Stored data entries:
_____
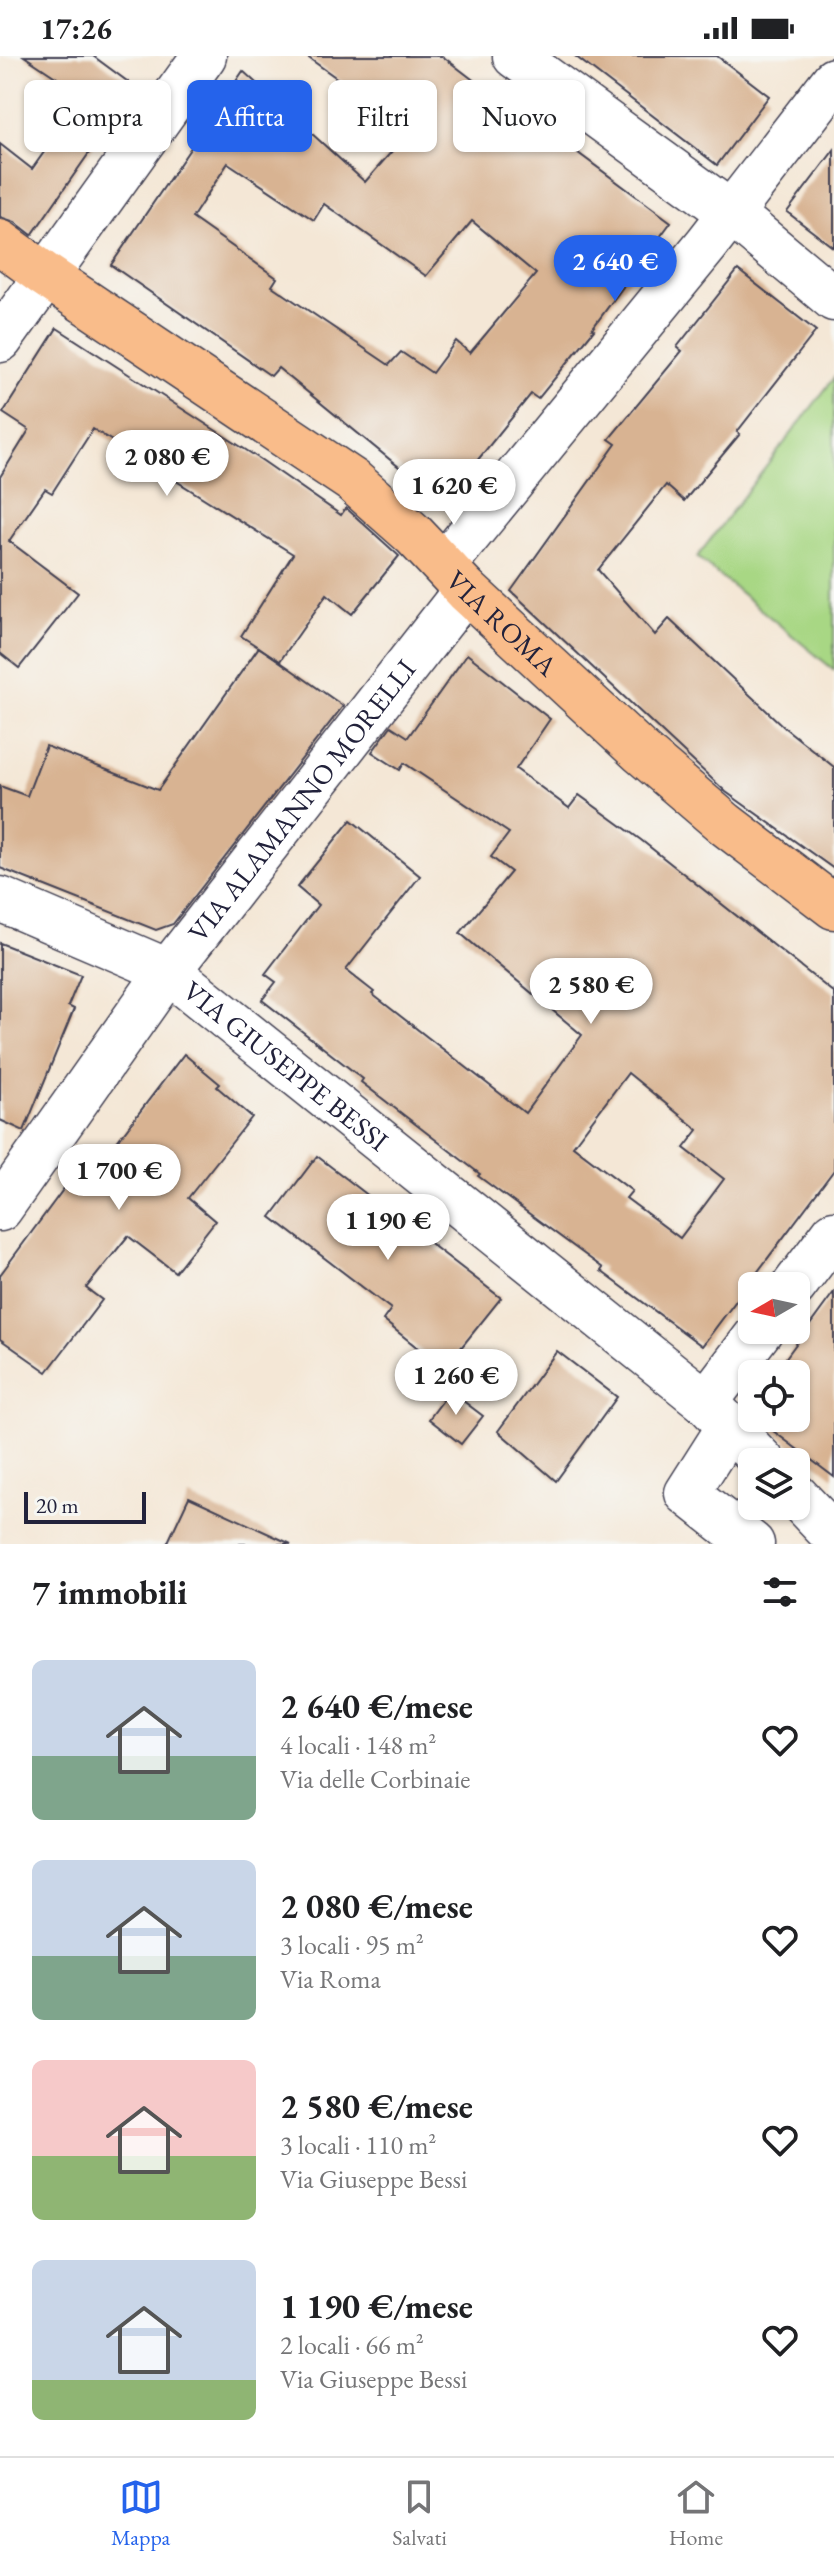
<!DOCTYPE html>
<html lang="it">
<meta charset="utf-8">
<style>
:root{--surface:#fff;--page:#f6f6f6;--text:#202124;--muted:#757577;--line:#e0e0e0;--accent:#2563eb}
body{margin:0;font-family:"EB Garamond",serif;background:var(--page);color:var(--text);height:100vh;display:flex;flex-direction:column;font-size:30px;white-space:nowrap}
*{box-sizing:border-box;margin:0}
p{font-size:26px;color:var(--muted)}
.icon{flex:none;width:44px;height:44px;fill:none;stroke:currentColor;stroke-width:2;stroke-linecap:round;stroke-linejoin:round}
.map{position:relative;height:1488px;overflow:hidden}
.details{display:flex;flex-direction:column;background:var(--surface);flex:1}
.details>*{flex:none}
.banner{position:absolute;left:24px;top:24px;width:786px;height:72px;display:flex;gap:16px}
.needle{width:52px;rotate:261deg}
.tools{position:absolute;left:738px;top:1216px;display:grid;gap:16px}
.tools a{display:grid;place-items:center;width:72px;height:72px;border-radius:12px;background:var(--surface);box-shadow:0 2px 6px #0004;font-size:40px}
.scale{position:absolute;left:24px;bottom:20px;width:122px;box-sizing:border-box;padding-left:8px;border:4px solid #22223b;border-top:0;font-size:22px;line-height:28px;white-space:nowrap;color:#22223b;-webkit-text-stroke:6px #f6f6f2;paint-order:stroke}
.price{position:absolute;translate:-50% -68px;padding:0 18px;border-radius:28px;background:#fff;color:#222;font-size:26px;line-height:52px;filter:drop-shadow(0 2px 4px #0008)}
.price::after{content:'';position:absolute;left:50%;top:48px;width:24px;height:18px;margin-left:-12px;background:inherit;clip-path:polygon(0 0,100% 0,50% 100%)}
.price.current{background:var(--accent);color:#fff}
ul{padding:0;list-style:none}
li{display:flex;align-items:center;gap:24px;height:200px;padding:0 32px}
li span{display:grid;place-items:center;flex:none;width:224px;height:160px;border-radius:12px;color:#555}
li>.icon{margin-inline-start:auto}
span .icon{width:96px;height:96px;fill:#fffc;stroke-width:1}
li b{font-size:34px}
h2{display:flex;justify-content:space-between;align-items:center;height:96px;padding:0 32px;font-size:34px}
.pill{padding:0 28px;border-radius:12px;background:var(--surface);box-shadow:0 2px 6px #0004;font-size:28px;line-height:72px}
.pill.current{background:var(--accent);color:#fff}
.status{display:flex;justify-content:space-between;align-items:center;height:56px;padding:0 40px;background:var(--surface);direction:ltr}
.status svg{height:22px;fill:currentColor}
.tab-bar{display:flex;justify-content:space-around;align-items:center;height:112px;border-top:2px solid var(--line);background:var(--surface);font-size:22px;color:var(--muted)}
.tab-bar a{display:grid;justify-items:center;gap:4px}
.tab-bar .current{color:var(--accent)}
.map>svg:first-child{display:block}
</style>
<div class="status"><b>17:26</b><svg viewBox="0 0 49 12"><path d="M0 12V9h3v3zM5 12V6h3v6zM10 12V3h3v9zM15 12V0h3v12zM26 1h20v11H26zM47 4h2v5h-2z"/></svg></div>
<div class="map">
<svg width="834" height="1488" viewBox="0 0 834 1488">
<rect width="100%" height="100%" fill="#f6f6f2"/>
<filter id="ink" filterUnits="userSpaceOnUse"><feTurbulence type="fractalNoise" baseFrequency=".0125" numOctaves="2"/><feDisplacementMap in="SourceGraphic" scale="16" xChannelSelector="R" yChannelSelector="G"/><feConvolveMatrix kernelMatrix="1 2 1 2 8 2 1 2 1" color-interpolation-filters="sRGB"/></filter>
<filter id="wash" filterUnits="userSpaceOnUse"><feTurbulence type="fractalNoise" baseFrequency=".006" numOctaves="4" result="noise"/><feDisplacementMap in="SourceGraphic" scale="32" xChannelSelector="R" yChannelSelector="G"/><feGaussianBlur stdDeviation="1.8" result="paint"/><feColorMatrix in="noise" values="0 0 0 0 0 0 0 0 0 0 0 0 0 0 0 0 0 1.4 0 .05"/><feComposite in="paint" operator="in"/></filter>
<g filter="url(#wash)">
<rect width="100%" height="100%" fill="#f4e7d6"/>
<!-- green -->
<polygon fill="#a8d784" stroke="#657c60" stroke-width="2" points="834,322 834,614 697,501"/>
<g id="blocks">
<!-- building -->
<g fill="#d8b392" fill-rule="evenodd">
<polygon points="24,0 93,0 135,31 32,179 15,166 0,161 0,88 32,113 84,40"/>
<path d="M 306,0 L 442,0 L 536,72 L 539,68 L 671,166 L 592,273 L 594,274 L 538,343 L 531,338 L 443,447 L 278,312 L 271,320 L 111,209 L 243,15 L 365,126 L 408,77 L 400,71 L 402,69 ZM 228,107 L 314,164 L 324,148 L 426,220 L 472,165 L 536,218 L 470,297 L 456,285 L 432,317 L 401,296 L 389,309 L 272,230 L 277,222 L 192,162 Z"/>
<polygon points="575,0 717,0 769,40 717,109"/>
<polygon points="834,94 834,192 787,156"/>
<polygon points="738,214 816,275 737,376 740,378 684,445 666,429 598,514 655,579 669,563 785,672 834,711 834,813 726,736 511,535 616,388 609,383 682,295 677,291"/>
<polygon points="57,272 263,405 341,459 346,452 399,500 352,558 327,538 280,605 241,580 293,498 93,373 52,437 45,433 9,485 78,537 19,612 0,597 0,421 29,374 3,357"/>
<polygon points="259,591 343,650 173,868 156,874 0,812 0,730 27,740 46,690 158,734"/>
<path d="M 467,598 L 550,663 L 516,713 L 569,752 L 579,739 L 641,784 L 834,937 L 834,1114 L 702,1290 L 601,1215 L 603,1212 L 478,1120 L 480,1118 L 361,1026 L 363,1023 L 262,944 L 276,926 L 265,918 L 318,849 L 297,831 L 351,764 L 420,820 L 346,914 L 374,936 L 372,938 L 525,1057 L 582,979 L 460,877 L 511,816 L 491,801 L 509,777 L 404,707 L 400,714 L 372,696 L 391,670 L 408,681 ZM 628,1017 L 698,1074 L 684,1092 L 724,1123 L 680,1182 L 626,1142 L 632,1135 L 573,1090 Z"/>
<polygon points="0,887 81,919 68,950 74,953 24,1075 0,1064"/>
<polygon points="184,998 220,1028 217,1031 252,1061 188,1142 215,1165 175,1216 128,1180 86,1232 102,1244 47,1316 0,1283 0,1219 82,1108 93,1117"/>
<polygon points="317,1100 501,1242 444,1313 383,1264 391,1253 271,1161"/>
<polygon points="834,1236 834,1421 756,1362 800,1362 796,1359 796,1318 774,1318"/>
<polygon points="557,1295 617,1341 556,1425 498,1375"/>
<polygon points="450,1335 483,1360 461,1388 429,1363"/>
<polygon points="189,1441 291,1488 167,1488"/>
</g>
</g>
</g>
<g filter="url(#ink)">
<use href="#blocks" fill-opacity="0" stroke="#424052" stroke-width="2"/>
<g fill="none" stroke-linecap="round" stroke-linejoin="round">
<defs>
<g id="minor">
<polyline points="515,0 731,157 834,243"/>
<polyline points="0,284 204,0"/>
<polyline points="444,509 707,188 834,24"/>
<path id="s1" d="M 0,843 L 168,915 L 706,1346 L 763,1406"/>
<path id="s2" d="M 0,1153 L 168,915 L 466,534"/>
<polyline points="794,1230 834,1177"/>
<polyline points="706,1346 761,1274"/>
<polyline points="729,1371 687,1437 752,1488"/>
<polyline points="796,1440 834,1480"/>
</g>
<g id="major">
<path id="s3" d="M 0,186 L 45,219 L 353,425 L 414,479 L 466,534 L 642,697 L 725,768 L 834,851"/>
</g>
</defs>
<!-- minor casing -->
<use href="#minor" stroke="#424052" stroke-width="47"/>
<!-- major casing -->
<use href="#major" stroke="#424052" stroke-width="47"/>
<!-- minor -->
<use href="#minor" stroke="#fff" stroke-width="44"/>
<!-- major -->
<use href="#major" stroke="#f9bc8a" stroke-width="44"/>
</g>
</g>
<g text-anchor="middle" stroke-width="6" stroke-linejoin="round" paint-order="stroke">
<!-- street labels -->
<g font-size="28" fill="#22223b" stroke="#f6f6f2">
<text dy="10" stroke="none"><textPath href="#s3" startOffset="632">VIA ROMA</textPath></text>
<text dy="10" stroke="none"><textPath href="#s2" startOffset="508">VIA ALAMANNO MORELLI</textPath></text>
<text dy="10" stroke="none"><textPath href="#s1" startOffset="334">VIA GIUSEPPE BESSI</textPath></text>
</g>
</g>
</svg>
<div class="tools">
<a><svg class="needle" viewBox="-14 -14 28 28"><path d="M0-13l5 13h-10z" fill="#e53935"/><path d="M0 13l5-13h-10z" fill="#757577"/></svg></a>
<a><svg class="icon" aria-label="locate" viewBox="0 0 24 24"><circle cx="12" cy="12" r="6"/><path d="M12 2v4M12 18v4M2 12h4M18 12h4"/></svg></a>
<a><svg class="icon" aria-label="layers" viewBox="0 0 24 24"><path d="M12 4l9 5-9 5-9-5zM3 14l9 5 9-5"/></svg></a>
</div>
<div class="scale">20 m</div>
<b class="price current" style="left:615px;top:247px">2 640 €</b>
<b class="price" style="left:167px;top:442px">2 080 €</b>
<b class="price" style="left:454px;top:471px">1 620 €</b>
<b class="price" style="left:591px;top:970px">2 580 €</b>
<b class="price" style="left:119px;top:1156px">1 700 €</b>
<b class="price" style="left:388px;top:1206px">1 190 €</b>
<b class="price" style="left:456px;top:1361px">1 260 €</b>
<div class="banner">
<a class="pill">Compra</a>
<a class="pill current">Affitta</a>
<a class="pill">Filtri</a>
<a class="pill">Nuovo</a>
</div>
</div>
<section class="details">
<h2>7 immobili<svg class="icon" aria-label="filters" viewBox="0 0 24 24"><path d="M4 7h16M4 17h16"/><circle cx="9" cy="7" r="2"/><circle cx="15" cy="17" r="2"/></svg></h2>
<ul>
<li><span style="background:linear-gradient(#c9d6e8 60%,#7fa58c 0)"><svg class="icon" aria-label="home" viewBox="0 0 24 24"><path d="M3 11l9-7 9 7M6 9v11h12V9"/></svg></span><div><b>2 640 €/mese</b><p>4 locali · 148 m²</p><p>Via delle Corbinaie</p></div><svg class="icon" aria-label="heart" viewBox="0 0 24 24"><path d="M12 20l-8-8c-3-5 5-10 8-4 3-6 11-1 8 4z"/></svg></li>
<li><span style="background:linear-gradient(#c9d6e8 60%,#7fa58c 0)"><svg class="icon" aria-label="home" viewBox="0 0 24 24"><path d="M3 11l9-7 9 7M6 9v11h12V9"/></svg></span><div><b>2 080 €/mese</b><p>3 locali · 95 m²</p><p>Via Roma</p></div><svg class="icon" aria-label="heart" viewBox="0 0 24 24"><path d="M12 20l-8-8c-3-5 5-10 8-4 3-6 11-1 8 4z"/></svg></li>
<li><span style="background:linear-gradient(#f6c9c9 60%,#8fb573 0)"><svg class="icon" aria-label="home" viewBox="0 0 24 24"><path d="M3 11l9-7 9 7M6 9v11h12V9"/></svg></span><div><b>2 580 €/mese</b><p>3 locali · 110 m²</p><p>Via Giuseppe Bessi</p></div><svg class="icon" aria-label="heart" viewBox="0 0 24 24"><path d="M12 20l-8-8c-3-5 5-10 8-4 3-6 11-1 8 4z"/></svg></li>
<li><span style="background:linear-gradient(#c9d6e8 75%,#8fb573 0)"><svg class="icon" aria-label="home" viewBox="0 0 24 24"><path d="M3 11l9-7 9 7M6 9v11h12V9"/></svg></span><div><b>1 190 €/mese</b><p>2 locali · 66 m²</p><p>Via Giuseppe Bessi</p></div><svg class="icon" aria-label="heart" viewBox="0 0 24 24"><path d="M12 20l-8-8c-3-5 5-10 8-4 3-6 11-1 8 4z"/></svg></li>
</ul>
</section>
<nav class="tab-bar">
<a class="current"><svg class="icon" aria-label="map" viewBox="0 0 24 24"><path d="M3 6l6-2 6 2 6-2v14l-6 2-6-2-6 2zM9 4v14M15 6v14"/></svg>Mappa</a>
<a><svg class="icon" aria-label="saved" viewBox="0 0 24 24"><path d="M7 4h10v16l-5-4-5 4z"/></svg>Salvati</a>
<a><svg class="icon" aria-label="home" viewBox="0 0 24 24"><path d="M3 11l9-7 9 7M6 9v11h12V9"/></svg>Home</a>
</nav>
_____
Goal of the exercise: Count the lines of the entries above in which the string "wash" appears. Supply the number only.

Your solution: 2